-- EXERCISE DESCRIPTION --
Repeat the data in full. Every line must match.

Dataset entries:
◇ ◇ ◇ ◇ ◇
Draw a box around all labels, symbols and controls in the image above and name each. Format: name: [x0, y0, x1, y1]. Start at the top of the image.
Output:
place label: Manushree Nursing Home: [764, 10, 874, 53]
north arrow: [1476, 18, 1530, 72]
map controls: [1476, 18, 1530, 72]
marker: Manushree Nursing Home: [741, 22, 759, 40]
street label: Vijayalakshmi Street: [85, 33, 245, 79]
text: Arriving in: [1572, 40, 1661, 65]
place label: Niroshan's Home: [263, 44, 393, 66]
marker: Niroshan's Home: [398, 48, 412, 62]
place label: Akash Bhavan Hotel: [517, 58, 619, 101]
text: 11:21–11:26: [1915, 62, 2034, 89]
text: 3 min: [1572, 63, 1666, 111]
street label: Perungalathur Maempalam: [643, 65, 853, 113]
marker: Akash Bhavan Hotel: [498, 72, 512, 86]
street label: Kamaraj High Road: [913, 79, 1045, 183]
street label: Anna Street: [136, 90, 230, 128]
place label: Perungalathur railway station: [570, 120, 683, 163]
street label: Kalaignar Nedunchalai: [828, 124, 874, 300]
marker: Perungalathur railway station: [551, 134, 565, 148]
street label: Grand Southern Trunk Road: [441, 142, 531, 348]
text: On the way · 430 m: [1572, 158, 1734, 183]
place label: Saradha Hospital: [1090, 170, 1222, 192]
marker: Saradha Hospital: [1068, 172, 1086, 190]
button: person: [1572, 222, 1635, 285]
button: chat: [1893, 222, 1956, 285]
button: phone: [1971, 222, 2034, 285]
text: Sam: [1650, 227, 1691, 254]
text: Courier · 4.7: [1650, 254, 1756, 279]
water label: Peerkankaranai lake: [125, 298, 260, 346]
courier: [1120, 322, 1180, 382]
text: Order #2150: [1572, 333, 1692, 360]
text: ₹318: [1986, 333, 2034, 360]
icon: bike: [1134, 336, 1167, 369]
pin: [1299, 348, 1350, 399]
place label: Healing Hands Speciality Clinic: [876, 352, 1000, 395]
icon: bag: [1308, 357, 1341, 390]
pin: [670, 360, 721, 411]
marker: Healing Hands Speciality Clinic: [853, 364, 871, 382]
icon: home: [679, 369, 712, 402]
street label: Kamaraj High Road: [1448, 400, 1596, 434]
◇ ◇ ◇ ◇ ◇
-- SOLUTION BELOW --
Draw a box around all labels, symbols and controls in the image above and name each. Format: name: [x0, y0, x1, y1]. Start at the top of the image.
Output:
place label: Manushree Nursing Home: [764, 10, 874, 53]
north arrow: [1476, 18, 1530, 72]
map controls: [1476, 18, 1530, 72]
marker: Manushree Nursing Home: [741, 22, 759, 40]
street label: Vijayalakshmi Street: [85, 33, 245, 79]
text: Arriving in: [1572, 40, 1661, 65]
place label: Niroshan's Home: [263, 44, 393, 66]
marker: Niroshan's Home: [398, 48, 412, 62]
place label: Akash Bhavan Hotel: [517, 58, 619, 101]
text: 11:21–11:26: [1915, 62, 2034, 89]
text: 3 min: [1572, 63, 1666, 111]
street label: Perungalathur Maempalam: [643, 65, 853, 113]
marker: Akash Bhavan Hotel: [498, 72, 512, 86]
street label: Kamaraj High Road: [913, 79, 1045, 183]
street label: Anna Street: [136, 90, 230, 128]
place label: Perungalathur railway station: [570, 120, 683, 163]
street label: Kalaignar Nedunchalai: [828, 124, 874, 300]
marker: Perungalathur railway station: [551, 134, 565, 148]
street label: Grand Southern Trunk Road: [441, 142, 531, 348]
text: On the way · 430 m: [1572, 158, 1734, 183]
place label: Saradha Hospital: [1090, 170, 1222, 192]
marker: Saradha Hospital: [1068, 172, 1086, 190]
button: person: [1572, 222, 1635, 285]
button: chat: [1893, 222, 1956, 285]
button: phone: [1971, 222, 2034, 285]
text: Sam: [1650, 227, 1691, 254]
text: Courier · 4.7: [1650, 254, 1756, 279]
water label: Peerkankaranai lake: [125, 298, 260, 346]
courier: [1120, 322, 1180, 382]
text: Order #2150: [1572, 333, 1692, 360]
text: ₹318: [1986, 333, 2034, 360]
icon: bike: [1134, 336, 1167, 369]
pin: [1299, 348, 1350, 399]
place label: Healing Hands Speciality Clinic: [876, 352, 1000, 395]
icon: bag: [1308, 357, 1341, 390]
pin: [670, 360, 721, 411]
marker: Healing Hands Speciality Clinic: [853, 364, 871, 382]
icon: home: [679, 369, 712, 402]
street label: Kamaraj High Road: [1448, 400, 1596, 434]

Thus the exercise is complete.